Thousands Surround White House in Protest of Keystone Oil Pipeline

Thousands Surround White House in Protest of Keystone Oil Pipeline

Keystone XL Pipeline Protest at the White House, Washington, DC, November 6, 2011. (Photo: Emma Cassidy / tarsandsaction)

Washington — On a sunny, cloudless day, thousands of protesters encircled the White House Sunday in a show of numbers intended to persuade President Barack Obama to stop a proposed oil pipeline from being built.

The Keystone XL pipeline would stretch 1,661 miles from Alberta, Canada, to Texas' Gulf Coast and requires a presidential permit because it crosses the U.S.-Canada border. Environmentalists say the project is a key test of Obama's green credentials.

Wearing orange vests with the message “Stop the pipeline #noXL,” protesters first heard from prominent environmentalists, a preacher, a Nobel laureate, and a movie star, and then gathered to hold hands in a ring that stretched in front of the White House and several blocks down side streets before joining up behind the White House lawn. Organizers estimated that the crowd exceeded 10,000 people.

“You can't occupy the White House, but you can surround it,” said environmentalist and protest organizer Bill McKibben in a reference to the Occupy Wall Street movements spreading around the country.

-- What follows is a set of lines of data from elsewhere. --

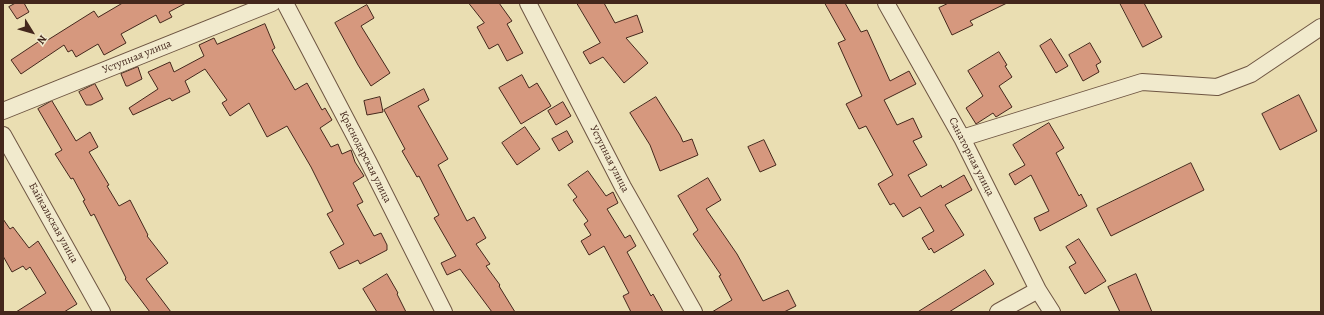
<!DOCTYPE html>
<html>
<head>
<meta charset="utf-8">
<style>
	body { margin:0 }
	#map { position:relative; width:1324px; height:315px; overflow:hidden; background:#eadeb2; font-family:Alegreya,serif }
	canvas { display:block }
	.frame { position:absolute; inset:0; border:4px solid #44271c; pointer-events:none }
	.north { position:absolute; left:12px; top:12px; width:40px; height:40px; -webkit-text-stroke:3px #f1eacd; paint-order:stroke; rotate:127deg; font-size:11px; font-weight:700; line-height:16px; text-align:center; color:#44271c }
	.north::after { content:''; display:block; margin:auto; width:14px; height:18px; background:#44271c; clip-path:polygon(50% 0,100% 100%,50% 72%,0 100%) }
</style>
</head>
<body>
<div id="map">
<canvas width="1324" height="315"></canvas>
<div class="frame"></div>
<div class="north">N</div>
</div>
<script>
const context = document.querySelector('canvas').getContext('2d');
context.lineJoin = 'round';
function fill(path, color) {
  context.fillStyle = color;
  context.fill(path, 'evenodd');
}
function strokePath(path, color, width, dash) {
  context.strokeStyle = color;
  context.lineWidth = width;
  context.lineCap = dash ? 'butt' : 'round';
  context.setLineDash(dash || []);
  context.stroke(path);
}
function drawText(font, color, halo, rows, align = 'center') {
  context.font = font + ' Alegreya,serif';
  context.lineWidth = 4;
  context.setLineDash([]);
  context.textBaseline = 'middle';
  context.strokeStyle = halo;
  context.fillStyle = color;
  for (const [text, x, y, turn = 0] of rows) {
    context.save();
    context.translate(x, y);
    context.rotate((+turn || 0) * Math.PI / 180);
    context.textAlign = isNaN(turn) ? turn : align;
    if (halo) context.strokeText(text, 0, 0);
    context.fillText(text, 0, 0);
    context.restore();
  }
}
const building = new Path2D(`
	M16,3h8l5,9 -12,7 -8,-12z
	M123,3h63l-17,9 3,5 -12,6 -4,-8 -35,19 5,9 -22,12 -6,-11 -22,13 -4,-7 -4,2 -4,-7 -43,29 -10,-14 30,-20 2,3 51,-32 4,6z
	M469,3h30l13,18 -5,3 16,29 -16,8 -9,-17 -9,5 -12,-22 7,-4z
	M577,3h27l11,20 22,-8 6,17 -17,6 22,25 -24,20 -21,-26 -13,7 -7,-12 17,-9z
	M825,3h20l16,29 6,-2 23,51 19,-10 7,13 -32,16 13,25 16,-7 9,19 -9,4 14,24 -19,10 13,22 20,-12 1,3 22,-13 8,15 -27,15 19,30 -30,18 -3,-5 -2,2 -7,-12 12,-7 -14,-24 -17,10 -9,-14 -4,2 -12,-21 15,-9 -27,-49 -7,3 -13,-25 16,-8 -24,-53 7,-3z
	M949,3h58l-37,18 3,4 -21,10 -13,-27z
	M1120,3h24l18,34 -19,10z
	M367,5l7,13 -13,8 29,47 -19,13 -13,-21 -23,-42z
	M265,24l10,24 -3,2 23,40 12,-7 15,27 3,-2 7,12 -12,8 11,19 7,-3 4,10 9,-4 4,12 9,14 -11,7 10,19 -6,3 17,31 7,-3 6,12v5l-27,14 -2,-4 -19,9 -9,-17 14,-8 -17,-30 6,-3 -22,-44 -24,-41 -20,11 -18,-34 -19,13 -8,-13 5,-3 -22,-31 -20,12 5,11 -18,9 -2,-3 -37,17 -4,-7 29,-19 -10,-17 22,-10 4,10 30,-16 -5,-11 15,-7 3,6z
	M1051,39l17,27 -12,7 -16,-27z
	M1090,43l11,19 -5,3 3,7 -16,9 -14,-26z
	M999,52l8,13 -2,1 7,11 -13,9 13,21 -16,10 -3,-4 -17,11 -10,-16 17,-12 -15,-25z
	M138,67l4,12 -14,7h-2l-5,-12z
	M522,75l7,13 8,-5 14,23 -30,18 -22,-36z
	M95,84l8,15 -12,6h-5l-7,-13z
	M424,89l5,11 -11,6 30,53 -10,6 29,56 7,-4 12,21 -10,6 14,20 -4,2 14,19 -1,1 16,26h-23l-32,-43 -13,6 -6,-12 15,-7 -22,-38 5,-3 -20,-39 -2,1 -15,-26 3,-2 -21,-39z
	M1299,95l18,36 -37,19 -18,-36z
	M380,97l3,15 -16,3 -3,-14z
	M656,97l24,38 3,7 9,-3 6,16 -38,16 -10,-26 -20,-32z
	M52,101l24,40 14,-9 8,15 -9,5 20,33 -2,1 12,20 11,-6 18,35 -1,1 21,27 -22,16 25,33h-21l-25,-33 1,-1 -32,-64 -3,2 -8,-15 2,-1 -12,-22 -2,1 -16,-25 7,-4 -24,-41z
	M563,102l8,14 -15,9 -8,-14z
	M1049,123l15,25 -8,5 23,43 2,-2 6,12 -47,25 -6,-13 15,-7 -18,-36 -16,10 -6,-11 16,-9 -12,-20z
	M525,127l15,22 -23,16 -15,-22z
	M567,131l6,11 -14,9 -7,-12z
	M764,140l12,25 -16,7 -12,-25z
	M1191,163l13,27 -93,46 -14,-27z
	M588,171l18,25 7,-4 5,11 -11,6 18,29 5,-3 6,11 -9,6 24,44 2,-2 10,18h-32l-8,-16 6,-3 -25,-47 -15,9 -8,-14 10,-6 -7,-11 4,-3 -15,-21 4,-3 -9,-12z
	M708,178l13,22 -15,9 31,45 26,47 25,-11 8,16 -12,6h-72l20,-12 -13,-24 2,-1 -28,-41 5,-4 -20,-34z
	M3,219l7,10 3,-2 16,21 9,-7 39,63 -13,8h-48l30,-19 -16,-26 -4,3 -3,-4 -11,6 -9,-16z
	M1079,239l27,42 -21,13 -16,-27 7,-4 -10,-16z
	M985,270l9,14 -45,28h-31z
	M387,274l11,19 -1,1 9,18h-29l-14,-23z
	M1136,274l16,38h-32l-12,-25z`);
const minor = new Path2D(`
	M285,3l84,160 75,149
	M528,3l95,184 71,125
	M886,3l76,135 76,152 14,22
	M3,111l269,-108
	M3,135l99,177
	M962,138l180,-56 75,5 34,-13 70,-47
	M998,312l40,-22`);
const streetNames = [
	["Уступная улица",137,57,-22],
	["Краснодарская улица",365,157,63],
	["Санаторная улица",971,157,63],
	["Уступная улица",609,159,63],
	["Байкальская улица",53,223,61]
];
fill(building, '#d6987e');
strokePath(building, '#44271c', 1);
strokePath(minor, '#6e5542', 18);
strokePath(minor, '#f1eacd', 16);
drawText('11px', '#44271c', '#f1eacd', streetNames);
</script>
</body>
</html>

With the failure of climate change legislation on Capitol Hill last year, environmentalists have made stopping the Keystone pipeline their major focus in recent months. They want the president to reject the pipeline because of the risks of spills and what they say is the likely impact on global warming from tapping Canada's vast oil sands. The thick crude from the oil sands produces more heat-trapping carbon-dioxide emissions than regular oil because of the extra energy required to extract and process it.

“That is the second biggest pool of carbon on the planet. If the U.S. government goes ahead and makes it easier to develop that oil-sands project, then there is no credible way to insist that they're working hard on climate change,” McKibben said.

Many people waved blue signs quoting Obama's own words from 2007: “Let's be the generation that finally frees America from the tyranny of oil.”

Leah Delaney, a junior and environmental studies major at the University of Vermont, was one of many college students who traveled to Washington for the protest.

“We're part of the generation that's in charge of the future and as a 20 year-old student, I can't imagine being part of the generation that lets the earth down,” she said.

Obama wasn't at the White House during most of the protest. He spent much of Sunday golfing in Virginia on a crisp sunny day. He said early last week that he will wait for a State Department report that is expected by the end of the year before making a decision.

“My general attitude is, what is best for the American people? What's best for our economy both short term and long term? But also, what's best for the health of the American people?” Obama told a Nebraska television station in an interview. The pipeline would cross through Nebraska.

Mike Doody, 44, took a bus to Washington with several fellow environmentalists from Rochester, N.Y.

“I'm against the continuation of fossil fuel extraction. It's a losing end game to continue something that we all know is killing the planet and is ultimately going to run out,” he said.

Protests often attract celebrities looking to voice their opinions on various pet issues, and Sunday was no different, with actor Mark Ruffalo addressing the crowd.

“(The protest) makes me proud to be an American, and it just gives me a lot of heart. We've been fighting for these things for a while and I think people are really starting to wake-up now, so it's very heartening,” he said in a short interview with McClatchy.

The demonstrators said their protest, one year to the day before next year's election, was a warning to Obama: if he allows the pipeline to move forward, a significant portion of his base will be less inclined to work hard for his re-election campaign.

“Young people still believe in Barack Obama, but we know that he's going to need a little bit of a push from us to make the right decision and fulfill some of those campaign promises that he made in 2008,” said Maura Cowley, the co-director of the Energy Action Coalition, a coalition of 50 youth-led environmentalist and social justice groups.

A two-week anti-pipeline sit-in outside the White House in August resulted in 1,524 arrests, but there were no arrests Sunday.

TransCanada Corp., the company that wants to build the pipeline, has argued that its construction has economic and energy-security benefits. A study written for the company said that 20,000 construction and manufacturing jobs would be created for two years.

Terry Cunha, a TransCanada spokesman, said Americans need to decide where they want to get their oil from and argued that the Keystone XL pipeline would add a new reliable energy source for the U.S.

“Do they want it to come from Canada where we share similar political beliefs and environmental guidelines or do they want to import it from the Middle East or Libya where they do not share the same political beliefs as we do here in North America?” he asked rhetorically.

Jim Hansen, a crusading NASA climate scientist, said if the pipeline is approved, the consequences for the climate could be dire.

“It's still possible to stabilize the climate during the rest of this century if we don't develop unconventional fossil fuels. But if we develop the tar sands and tar-shale, then it's game over.”